The issue of the Afghan refugees has become a lost cause. The international community has largely forgotten them. The donor agencies don’t even want to talk about them. Even the Afghan government is only peripherally interested in repatriating them. They have enough of their own problems. The world is now engaged in handling other more urgent refugee crises resulting from wars and violence in Middle East. This new wave of immigration has not only

fallen out in the neighboring countries but has spread as far as Europe. These refugees from Syria, Yemen, Libya and Iraq have added yet another miserable chapter in human history. Perhaps less glamorous has been the plight of Rohingya people, fleeing to Bangladesh to escape persecution in their native Myanmar. While refugee crises have erupted all over the world and millions of people have been uprooted and dispossessed, it is a sad fact that the Afghan refugee is also bereft of a sense of peace, safety and security after three decades. The threat of repatriation to a country far from unstable continues to hang like the sword of Damocles over his neck. The governments of the

host countries i.e. Iran and Pakistan are now fatigued and in the case of the latter battered and bruised because of terrorism that they blame sometime unfairly on the Afghan living in their midst. They feel justified in enforcing stringent policies towards the Afghans refugee because of what they consider threats to their national security and interest (Ignatiev, 2014-2015).

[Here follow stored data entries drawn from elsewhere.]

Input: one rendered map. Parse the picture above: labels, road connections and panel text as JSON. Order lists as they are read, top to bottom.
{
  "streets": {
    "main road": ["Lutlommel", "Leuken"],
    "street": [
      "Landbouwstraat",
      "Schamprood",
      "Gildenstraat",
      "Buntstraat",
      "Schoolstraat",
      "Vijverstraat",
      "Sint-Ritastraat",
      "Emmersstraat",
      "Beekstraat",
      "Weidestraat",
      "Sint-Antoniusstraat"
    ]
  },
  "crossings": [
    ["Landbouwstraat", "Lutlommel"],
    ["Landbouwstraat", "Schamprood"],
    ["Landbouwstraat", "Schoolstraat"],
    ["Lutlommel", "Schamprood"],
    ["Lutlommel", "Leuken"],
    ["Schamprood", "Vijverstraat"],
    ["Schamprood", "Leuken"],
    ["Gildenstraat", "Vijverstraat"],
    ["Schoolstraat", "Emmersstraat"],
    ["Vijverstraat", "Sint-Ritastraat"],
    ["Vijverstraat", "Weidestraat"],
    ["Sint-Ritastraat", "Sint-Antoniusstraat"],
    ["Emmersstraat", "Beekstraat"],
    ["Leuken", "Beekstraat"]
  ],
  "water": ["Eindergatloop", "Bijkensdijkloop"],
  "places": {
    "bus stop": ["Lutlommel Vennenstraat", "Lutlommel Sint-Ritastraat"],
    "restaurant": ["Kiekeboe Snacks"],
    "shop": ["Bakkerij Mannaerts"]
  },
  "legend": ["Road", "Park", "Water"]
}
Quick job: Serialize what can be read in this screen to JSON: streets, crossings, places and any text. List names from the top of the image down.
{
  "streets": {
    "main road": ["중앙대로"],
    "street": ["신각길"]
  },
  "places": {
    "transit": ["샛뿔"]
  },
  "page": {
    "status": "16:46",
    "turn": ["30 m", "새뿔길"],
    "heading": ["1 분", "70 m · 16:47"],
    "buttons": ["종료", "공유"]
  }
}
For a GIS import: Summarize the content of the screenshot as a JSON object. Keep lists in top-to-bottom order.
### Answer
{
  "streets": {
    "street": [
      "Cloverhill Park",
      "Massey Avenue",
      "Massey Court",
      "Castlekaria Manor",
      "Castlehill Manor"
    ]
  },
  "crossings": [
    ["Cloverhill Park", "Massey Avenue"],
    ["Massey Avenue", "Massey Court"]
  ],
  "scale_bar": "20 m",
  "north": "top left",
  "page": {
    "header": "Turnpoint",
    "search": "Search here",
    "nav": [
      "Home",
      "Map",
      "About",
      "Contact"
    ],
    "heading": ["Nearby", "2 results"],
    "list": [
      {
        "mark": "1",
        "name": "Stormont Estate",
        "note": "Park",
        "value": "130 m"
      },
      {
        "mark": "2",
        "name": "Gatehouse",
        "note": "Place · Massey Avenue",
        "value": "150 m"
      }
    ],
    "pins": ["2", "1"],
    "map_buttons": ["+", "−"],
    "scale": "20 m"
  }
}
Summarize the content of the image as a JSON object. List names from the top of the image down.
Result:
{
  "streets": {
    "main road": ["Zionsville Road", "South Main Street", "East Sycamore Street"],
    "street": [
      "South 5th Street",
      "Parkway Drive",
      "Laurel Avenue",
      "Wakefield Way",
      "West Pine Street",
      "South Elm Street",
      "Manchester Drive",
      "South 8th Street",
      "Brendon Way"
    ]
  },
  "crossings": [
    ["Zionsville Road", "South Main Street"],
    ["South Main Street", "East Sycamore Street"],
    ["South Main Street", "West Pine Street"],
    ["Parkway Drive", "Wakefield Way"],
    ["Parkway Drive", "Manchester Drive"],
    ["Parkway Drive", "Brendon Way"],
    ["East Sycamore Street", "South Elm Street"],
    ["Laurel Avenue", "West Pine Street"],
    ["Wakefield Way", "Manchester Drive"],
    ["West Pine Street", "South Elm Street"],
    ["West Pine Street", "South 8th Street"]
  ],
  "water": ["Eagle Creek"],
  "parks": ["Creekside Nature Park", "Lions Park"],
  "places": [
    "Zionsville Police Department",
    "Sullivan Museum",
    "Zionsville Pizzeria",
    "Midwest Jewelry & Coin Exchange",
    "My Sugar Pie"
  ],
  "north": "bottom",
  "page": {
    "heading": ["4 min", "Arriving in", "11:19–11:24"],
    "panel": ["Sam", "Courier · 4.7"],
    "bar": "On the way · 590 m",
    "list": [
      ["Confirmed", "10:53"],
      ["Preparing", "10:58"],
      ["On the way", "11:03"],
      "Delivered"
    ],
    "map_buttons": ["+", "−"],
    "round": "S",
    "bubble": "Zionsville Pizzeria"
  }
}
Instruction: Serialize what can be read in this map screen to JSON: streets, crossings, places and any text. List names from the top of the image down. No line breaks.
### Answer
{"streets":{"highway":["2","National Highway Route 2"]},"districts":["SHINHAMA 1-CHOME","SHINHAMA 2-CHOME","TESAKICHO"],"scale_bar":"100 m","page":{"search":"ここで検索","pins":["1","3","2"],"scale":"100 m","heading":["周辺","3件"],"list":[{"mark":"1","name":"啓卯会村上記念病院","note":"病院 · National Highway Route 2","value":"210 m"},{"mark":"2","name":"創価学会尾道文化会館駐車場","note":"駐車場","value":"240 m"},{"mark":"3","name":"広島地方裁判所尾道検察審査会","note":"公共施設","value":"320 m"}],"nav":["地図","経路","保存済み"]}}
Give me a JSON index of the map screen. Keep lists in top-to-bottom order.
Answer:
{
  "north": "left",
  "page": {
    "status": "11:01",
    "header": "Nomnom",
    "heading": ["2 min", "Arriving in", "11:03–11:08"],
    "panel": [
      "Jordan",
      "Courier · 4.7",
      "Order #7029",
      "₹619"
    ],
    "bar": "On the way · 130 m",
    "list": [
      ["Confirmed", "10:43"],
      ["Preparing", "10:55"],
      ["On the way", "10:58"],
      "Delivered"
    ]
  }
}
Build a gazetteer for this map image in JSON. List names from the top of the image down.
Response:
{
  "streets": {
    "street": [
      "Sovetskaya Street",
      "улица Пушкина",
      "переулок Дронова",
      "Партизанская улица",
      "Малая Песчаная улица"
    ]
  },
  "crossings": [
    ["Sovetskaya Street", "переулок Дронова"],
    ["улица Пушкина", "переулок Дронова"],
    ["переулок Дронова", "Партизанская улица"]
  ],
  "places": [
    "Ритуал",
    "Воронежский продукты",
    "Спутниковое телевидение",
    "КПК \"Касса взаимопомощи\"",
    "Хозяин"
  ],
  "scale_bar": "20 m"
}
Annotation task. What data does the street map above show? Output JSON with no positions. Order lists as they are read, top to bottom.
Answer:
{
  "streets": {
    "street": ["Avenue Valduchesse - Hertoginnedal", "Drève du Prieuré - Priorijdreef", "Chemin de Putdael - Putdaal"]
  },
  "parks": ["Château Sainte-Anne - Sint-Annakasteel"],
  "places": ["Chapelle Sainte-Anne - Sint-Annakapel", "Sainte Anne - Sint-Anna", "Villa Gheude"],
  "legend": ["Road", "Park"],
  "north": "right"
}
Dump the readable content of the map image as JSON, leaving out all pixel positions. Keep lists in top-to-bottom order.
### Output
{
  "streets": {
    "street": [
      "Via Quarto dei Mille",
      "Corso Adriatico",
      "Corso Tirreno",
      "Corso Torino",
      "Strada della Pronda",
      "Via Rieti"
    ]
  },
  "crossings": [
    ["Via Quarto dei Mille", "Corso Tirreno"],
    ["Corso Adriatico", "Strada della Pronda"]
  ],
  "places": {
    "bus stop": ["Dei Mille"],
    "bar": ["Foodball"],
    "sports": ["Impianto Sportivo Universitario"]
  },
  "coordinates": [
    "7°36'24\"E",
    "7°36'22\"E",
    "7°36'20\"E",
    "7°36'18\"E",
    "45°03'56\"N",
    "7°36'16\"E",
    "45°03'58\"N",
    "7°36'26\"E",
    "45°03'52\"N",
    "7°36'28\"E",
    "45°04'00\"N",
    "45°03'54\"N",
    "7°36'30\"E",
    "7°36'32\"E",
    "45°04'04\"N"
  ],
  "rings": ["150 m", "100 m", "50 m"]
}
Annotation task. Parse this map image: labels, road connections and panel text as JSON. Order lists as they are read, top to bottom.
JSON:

The propensity of conflict to erupt in any part of the world and the consequential unprecedented human suffering around the globe makes the remedial measures essential for international peace and stability. It is with this in mind that it is posited in this paper that the Government of Pakistan should revise it policy towards the Afghan Refugees, keeping in mind its own national security concerns. It is suggested that the revised stance towards the Afghan refugees must be based on the accepted norms of humanity and should incorporate the wishes of the Afghans in Pakistan. It needs to be stressed here that the principle of non-refoulement in international law forbids the forcible return of refugees or asylum seekers to a country, where they are liable to be subjected to persecution (Learning to Live Together, 2017). Also one needs to be kept in mind that it should be kept in view that instability in Afghanistan should be viewed in the diminished value of human life in that country (Laber & Rubin, 1984). In short two to three generations of Afghans born in Pakistan, who consider it their homeland should not be forcefully repatriated to a country they hardly know. Pakistan needs to deal with Afghans firmly but humanely and for this it needs to

formulate a comprehensive policy formulated on the basis of consistency, pragmatism, sustainability and a futuristic approach.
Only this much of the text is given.